Eventually the church was able to construct a chapel at 1811 Seventh Avenue Southeast, where it has resided ever since. At the church’s first service on May 12, 1963, over 156 adults and 96 children attended.

Bailey continued teaching at the new location with her husband. She had the honor of having her daughter, Penny, be the first baptism at the church.

Bailey recalls the fond memories she has of all the church events the congregation did together, including the chicken and biscuit suppers, the Halloween parties and the Christmas programs.

“We are a church family,” Bailey said. “Ours is really named well to be called Fellowship, because we do have a lot of fellowship at our church. I think that’s what I’m most going to miss.”

Bailey now faces the difficult task of deciding on which church she now wants to attend.
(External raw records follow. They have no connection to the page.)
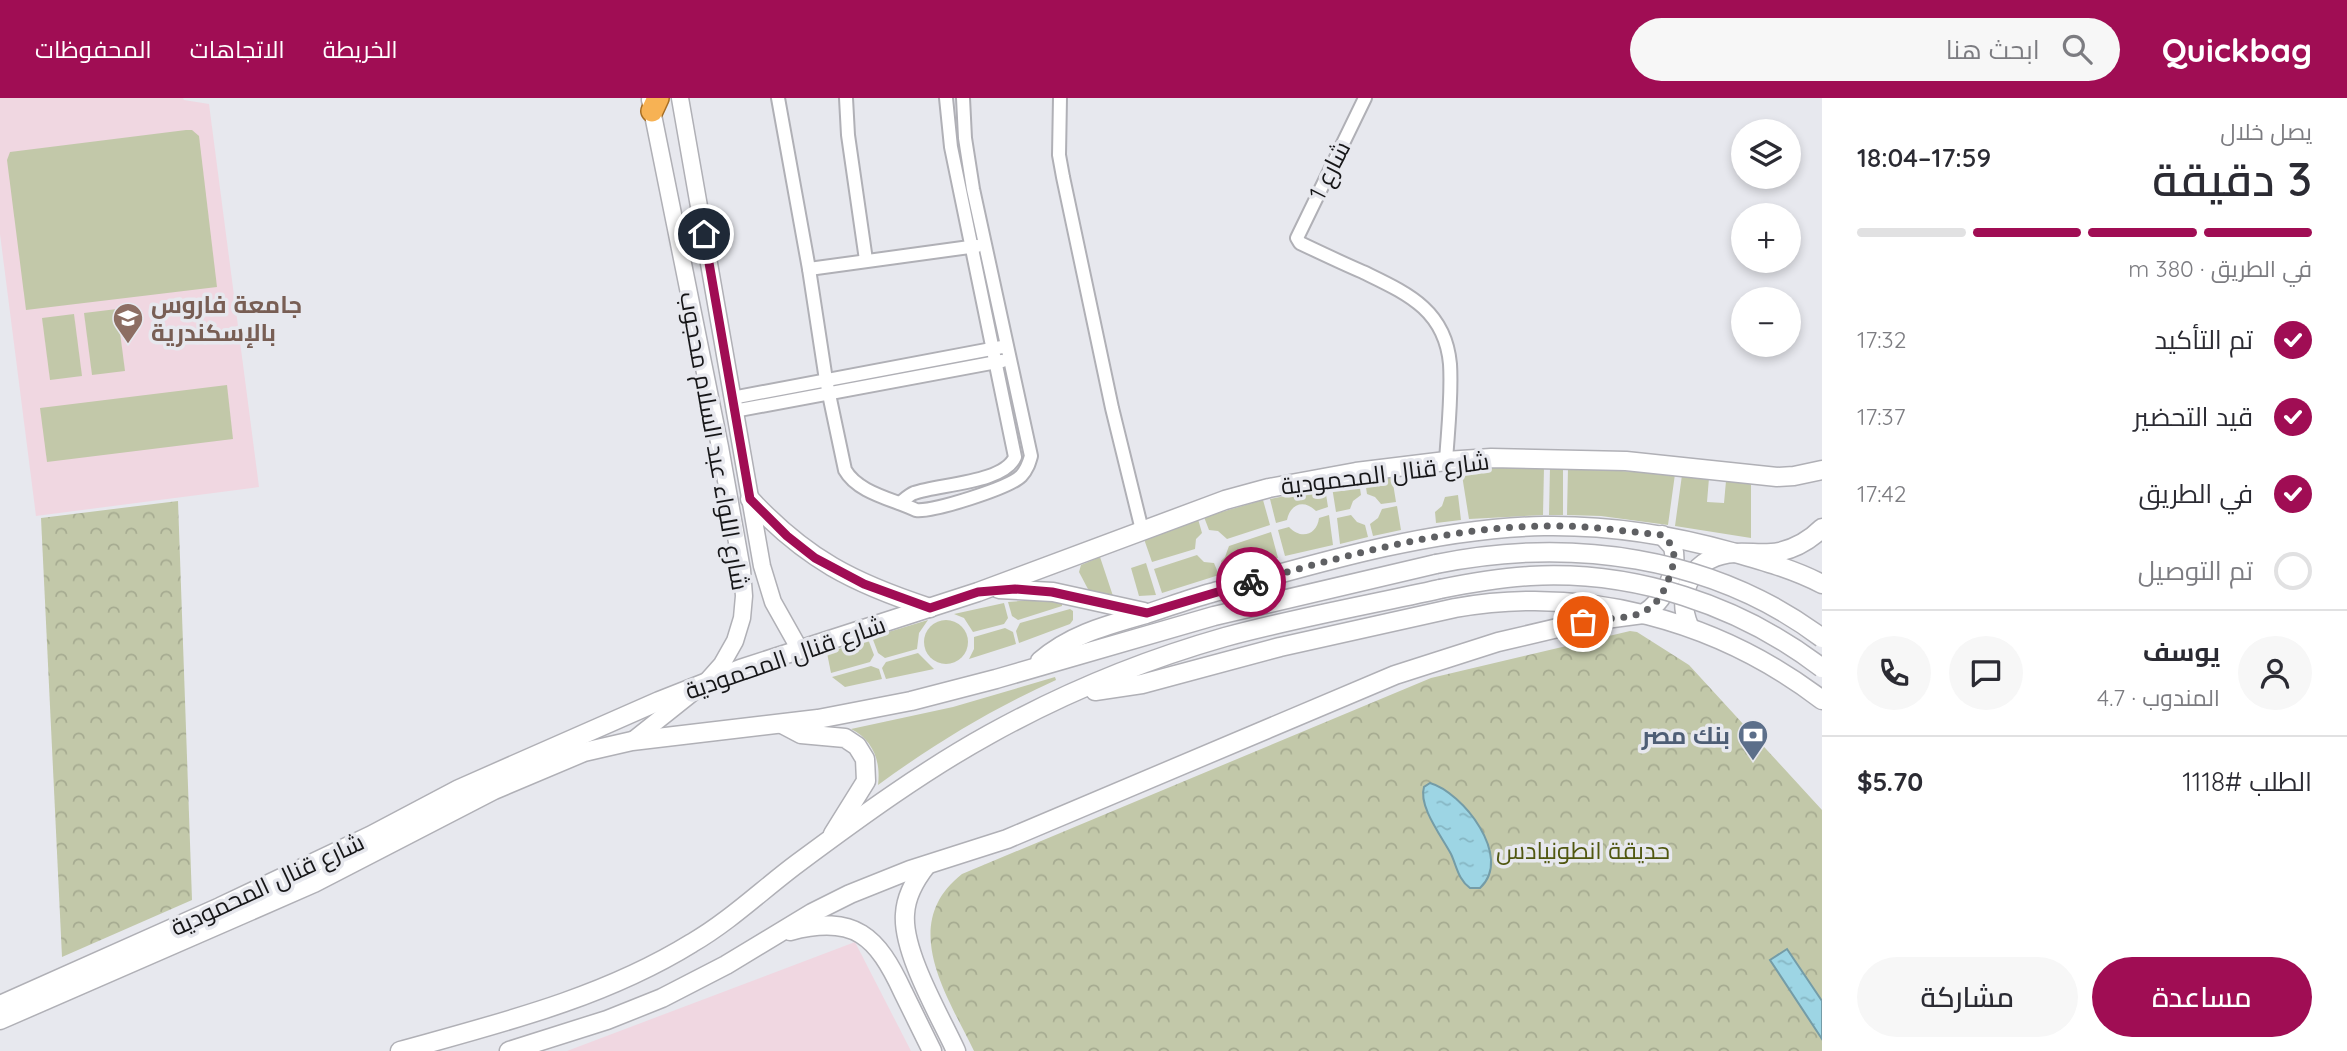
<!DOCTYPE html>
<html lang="ar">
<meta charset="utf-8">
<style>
body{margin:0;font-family:Quicksand,Cairo,sans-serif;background:#f7f7f7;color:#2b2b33;direction:rtl;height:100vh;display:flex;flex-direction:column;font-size:26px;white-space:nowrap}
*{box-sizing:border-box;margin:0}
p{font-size:23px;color:#7c7c81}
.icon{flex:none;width:38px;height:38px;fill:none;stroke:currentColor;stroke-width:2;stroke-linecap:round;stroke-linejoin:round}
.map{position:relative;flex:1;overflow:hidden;direction:ltr}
.sheet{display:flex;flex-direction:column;background:#fff;width:525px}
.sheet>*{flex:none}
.fabs{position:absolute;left:1731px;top:21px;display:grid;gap:14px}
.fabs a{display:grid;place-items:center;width:70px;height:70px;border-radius:50%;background:#fff;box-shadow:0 4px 10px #0003;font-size:35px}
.pin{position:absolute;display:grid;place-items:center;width:60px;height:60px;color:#fff;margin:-30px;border:4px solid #fff;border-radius:50%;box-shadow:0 2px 7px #0007}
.courier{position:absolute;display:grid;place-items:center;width:70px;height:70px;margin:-35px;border:5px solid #a00d54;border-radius:50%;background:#fff;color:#222;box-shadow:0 2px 9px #0007}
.overview em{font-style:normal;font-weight:600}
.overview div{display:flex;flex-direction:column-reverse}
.overview{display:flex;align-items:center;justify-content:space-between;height:119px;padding:0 35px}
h1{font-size:46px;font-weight:600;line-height:52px}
.bar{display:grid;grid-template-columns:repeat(4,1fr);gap:10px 7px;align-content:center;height:84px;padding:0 35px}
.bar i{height:9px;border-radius:5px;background:#e1e1e2}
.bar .on{background:#a00d54}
.bar p{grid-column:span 4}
.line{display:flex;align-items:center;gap:18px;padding:0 35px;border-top:2px solid #e1e1e2}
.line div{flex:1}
.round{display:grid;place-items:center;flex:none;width:74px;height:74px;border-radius:37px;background:#f7f7f7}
ol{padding:0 35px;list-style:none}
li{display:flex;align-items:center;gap:21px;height:77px}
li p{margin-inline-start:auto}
li .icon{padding:7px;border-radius:50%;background:#a00d54;color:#fff;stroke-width:4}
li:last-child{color:#7c7c81}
li i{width:38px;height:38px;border:4px solid #e1e1e2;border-radius:50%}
.cta{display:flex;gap:14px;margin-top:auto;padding:14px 35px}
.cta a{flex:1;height:80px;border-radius:42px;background:#a00d54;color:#fff;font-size:28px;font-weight:600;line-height:80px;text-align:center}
.cta a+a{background:#f7f7f7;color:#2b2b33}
header{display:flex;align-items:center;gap:42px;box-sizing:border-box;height:98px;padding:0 35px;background:#a00d54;color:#fff}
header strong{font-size:33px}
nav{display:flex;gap:38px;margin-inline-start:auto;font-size:24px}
.search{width:490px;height:63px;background:#f7f7f7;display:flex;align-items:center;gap:18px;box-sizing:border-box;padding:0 24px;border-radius:38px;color:#7c7c81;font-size:26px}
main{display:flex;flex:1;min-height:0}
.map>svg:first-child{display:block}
.education{fill:#f0d7e1}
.green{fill:#c2c8a9}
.park{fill:url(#park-crowns)}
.water{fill:url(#water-ripples);stroke:#749ca7;stroke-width:2}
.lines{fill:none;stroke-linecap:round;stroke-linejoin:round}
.minor-casing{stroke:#b0b0b6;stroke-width:16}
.tertiary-casing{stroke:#b0b0b6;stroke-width:19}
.secondary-casing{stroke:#b0b0b6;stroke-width:21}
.trunk-casing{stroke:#a76e24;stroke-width:24}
.minor{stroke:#fff;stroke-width:12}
.tertiary{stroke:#fff;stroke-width:16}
.secondary{stroke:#fff;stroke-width:18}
.trunk{stroke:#f7b254;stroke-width:21}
.secondary-bridge-casing{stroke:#b0b0b6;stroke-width:21;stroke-linecap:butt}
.secondary-bridge{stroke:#fff;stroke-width:18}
.done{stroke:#5f6063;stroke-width:7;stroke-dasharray:0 12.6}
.route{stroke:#a00d54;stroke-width:9}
.labels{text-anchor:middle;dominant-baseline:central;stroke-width:7;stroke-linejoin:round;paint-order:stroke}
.street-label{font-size:24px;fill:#161618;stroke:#e7e8ee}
.education-label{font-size:24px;font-weight:bold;fill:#785e54;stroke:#e7e8ee;text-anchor:start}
.service-label{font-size:24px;font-weight:bold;fill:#4e5e75;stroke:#e7e8ee;text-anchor:end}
.park-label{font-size:24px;fill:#505710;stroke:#e7e8ee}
</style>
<header>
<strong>Quickbag</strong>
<div class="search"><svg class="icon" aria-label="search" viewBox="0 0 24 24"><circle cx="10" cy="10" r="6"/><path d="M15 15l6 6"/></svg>ابحث هنا</div>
<nav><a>الخريطة</a><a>الاتجاهات</a><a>المحفوظات</a></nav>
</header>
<main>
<section class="sheet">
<div class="overview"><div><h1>3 دقيقة</h1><p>يصل خلال</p></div><em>17:59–18:04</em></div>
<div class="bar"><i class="on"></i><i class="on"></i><i class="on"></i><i></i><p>في الطريق · 380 m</p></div>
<ol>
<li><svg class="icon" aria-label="check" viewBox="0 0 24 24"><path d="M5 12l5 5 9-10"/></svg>تم التأكيد<p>17:32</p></li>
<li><svg class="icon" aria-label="check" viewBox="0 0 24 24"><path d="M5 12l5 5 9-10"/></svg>قيد التحضير<p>17:37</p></li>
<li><svg class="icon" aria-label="check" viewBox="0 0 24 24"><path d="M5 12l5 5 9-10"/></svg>في الطريق<p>17:42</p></li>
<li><i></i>تم التوصيل</li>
</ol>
<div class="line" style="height:126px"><a class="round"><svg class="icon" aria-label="person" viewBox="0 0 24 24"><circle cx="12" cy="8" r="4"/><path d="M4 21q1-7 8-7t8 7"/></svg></a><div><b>يوسف</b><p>المندوب · 4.7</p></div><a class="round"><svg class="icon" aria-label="chat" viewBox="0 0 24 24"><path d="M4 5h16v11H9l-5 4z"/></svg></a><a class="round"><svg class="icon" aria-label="phone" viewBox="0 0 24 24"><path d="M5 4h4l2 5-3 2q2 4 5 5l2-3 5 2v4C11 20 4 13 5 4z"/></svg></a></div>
<div class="line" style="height:91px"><div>الطلب #1118</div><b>$5.70</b></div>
<div class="cta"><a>مساعدة</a><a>مشاركة</a></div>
</section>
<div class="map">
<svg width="1822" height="953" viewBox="0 0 1822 953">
<defs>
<pattern id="park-crowns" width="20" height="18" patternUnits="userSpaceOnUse" patternTransform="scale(1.75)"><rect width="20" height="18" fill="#c2c8a9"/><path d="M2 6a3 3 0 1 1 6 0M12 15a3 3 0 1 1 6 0" fill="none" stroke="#a6ab91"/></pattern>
<pattern id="water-ripples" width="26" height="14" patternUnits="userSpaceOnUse" patternTransform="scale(1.75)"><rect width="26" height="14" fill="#9dd5e4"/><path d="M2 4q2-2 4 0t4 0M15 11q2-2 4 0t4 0" fill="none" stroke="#86b6c3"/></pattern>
</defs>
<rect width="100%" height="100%" fill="#e7e8ee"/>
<g class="education">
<polygon points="0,0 183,0 184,2 209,6 259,389 36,418 0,136"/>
<polygon points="855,844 911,953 567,953"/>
</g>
<g class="green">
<polygon points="186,32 192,32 199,38 217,189 26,212 7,62 10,54"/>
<polygon points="117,211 125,273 92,277 84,215"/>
<polygon points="74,216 82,278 50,282 42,220"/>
<polygon points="227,287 233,341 47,364 40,310"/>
<polygon points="1516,368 1544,369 1543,417 1469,421 1461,371"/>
<polygon points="1550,369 1563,370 1563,417 1549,417"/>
<polygon points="1568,370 1675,376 1668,427 1601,418 1567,417"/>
<polygon points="1682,377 1709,380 1707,404 1724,405 1726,383 1751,386 1751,440 1675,428"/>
<polygon points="1392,379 1396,404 1381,406 1375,399 1367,396 1365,383"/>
<polygon points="1359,384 1361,397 1353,403 1350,411 1336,414 1332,389"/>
<path d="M1325,390L1328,409L1316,413C1304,401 1290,406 1287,422L1276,425L1270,401Z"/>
<polygon points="1458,397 1461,422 1436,425 1435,414 1442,408 1445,399"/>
<polygon points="1263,402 1270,427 1227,441 1218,433 1209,432 1204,419"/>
<polygon points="1397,408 1401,432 1373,438 1370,426 1378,420 1382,411"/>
<path d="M1329,417L1333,447L1285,458L1278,432L1289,429C1301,442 1317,437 1319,420Z"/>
<polygon points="1351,417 1357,424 1365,427 1368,439 1340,446 1337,420"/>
<polygon points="1198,421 1202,435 1196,441 1195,451 1152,464 1144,441"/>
<polygon points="1271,434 1278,460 1225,476 1221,463 1225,459 1229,448"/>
<polygon points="1197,457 1204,464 1214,465 1219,477 1162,495 1154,471"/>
<polygon points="1100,459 1113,498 1089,493 1079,474 1081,467"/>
<polygon points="1146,465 1156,497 1139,498 1131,470"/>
<polygon points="1043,501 1062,504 1062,508 1018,522 1012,518 1008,504"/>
<polygon points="1004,505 1008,520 1004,526 973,534 964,520 954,516"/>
<polygon points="1070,511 1073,513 1073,522 1070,526 1019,545 1016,533 1020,525"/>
<circle cx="946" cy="544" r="22"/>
<polygon points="928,522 919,535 917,551 885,560 878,555 872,539"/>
<polygon points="1005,530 1013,534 1016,546 969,561 974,551 974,539"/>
<polygon points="868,541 874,557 870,564 831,575 827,555"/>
<polygon points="918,555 934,571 886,581 882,570 886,564"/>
<polygon points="871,568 879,571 882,581 845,589 832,579"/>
<path d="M1055,579L1056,582C992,611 934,646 878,687C881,663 873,642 851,631L953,609Z"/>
</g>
<g class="park">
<polygon points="178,403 192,802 62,859 41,420"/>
<path d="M1630,533L1637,534L1689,567L1822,712V953H974C947,897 898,826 962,776L1431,580Z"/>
</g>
<g class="water">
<path d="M1430,685C1462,694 1514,759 1480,790H1470C1458,781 1457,769 1451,756C1442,739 1418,708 1424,689Z"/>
<polygon points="1787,851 1822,903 1822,941 1770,862"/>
</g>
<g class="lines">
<g class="minor-casing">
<g id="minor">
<path d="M778,0L809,171L826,282L845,372C858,395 893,401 916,412C933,414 1009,390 1021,378C1027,372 1029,365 1031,358L973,91L965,40L963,0"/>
<polyline points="846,0 848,37 866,162"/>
<polyline points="1060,0 1059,57 1063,79 1112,310 1142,432"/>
<path d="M1365,0L1297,140L1300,145C1321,155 1342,165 1363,174C1406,195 1445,211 1450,266C1452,298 1448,331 1446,363"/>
<polyline points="809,171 977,148"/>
<polyline points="732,300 1002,249"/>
<polyline points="734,313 1002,263"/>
<path d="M900,405C905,401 909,397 914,395C939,386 1004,385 1015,359L951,49L946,0"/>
</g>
</g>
<g class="tertiary-casing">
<g id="tertiary">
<polyline points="680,0 762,468 773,504 800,552"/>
<polyline points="632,643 706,584 722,566 735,543 742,520 744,498 742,472 720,349 650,2"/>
</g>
</g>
<g class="secondary-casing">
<g id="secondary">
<path d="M750,401C806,461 853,485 930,510"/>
<polyline points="999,491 1053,494 1144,514"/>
<path d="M1689,528C1674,492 1695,457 1735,455C1750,454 1765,457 1779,454C1796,450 1810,442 1822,430"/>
<path d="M1040,563C1071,536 1108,527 1146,516C1168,509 1189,501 1211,495C1316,465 1434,430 1544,428C1607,427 1672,437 1732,454C1763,463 1793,471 1822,486"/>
<path d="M1095,593L1142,586L1280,549L1455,510C1586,487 1717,522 1822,602"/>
<polyline points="782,626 801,636 845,640 857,648 865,661 866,683 833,736"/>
<path d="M926,768C915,782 906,797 905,816C902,854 940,918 956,953"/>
<path d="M790,833C855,816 877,838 903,894C913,914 922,933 932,953"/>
<polyline points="0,907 220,809 370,738 459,691 659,603 740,571 978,494 1225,402 1269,390 1356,374 1446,363 1491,360 1626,363 1777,379 1794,378 1822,372"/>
<polyline points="0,922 314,785 494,692 584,654 632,643 818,621 911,603 996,581 1214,518 1436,466"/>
<path d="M400,953C501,925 603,900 692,845C730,823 763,791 798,765C860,719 923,673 990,636C1064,595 1144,562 1225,539C1295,520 1368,507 1440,491"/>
<path d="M509,953L607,922L662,900L726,867L812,815L850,796L910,772L1007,741L1395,577L1498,544L1583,524L1643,516C1664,504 1679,473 1673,449L1662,437"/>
</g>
</g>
<g class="trunk-casing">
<polyline id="trunk" points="652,13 658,0"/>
</g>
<use href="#minor" class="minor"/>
<use href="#tertiary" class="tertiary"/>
<use href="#secondary" class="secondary"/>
<use href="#trunk" class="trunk"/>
<g class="secondary-bridge-casing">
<g id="secondary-bridge">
<path d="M1436,466C1569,439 1711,457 1822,540"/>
<path d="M1440,491C1470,485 1500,480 1530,478C1634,472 1740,507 1822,570"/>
</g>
</g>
<use href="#secondary-bridge" class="secondary-bridge"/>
</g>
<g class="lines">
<path class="done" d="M1251,484C1345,458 1446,429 1545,428C1584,427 1623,433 1662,437C1674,447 1676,456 1672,471C1655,527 1632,516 1583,524"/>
<polyline class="route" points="704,136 750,401 787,438 815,460 864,486 930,510 978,494 1015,491 1052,494 1147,515 1251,484"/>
</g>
<defs>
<g id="university-pin" transform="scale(1.575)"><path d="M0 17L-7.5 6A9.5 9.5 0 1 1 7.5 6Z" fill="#8d6e63" stroke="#e7e8ee"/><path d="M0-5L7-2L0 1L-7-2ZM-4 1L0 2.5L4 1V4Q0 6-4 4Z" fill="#fff"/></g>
<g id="bank-pin" transform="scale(1.575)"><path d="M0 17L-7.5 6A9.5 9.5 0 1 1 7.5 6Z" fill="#5c6f8a" stroke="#e7e8ee"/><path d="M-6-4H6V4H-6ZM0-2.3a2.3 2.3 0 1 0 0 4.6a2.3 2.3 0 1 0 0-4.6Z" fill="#fff"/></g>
</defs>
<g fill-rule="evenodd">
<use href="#university-pin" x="128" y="220"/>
<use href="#bank-pin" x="1753" y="637"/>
</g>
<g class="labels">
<g class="street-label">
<text transform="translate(1329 72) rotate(-63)">شارع 1</text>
<text transform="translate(715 343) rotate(80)">شارع اللواء عبد السلام محجوب</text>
<text transform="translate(1385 375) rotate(-7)">شارع قنال المحمودية</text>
<text transform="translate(785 559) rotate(-19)">شارع قنال المحمودية</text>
<text transform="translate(267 786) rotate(-25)">شارع قنال المحمودية</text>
</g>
<g class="education-label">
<text x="151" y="206">جامعة فاروس<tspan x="151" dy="28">بالإسكندرية</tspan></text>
</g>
<g class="service-label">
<text x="1730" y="637">بنك مصر</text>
</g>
<g class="park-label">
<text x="1583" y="752">حديقة انطونيادس</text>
</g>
</g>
</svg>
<div class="fabs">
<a><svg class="icon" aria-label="layers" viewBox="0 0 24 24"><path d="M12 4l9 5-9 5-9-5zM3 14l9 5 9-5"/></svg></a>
<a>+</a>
<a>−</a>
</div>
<div class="pin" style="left:1583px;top:524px;background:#ea580c"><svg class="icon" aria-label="bag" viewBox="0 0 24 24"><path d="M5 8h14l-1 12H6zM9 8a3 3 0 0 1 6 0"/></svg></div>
<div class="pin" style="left:704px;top:136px;background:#1f2937"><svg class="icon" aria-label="home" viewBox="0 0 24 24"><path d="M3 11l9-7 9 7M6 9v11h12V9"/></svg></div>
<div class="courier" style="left:1251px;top:484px"><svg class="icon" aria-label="bike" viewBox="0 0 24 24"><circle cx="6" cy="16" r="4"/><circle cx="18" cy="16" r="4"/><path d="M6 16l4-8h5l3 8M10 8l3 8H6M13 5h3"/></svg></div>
</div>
</main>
She has strong ties with First United Methodist Church, which she attended before join Fellowship. However, she, like many of the other members, is still apprehensive on where she will ultimately settle.

She said that despite the difficult transition, she still has hope and faith that the future will be bright.

“The church historian, Shirley DeYoung, told me this: Yesterday is history and tomorrow is a mystery. Today is a gift, that is why it is called the present,” Bailey said.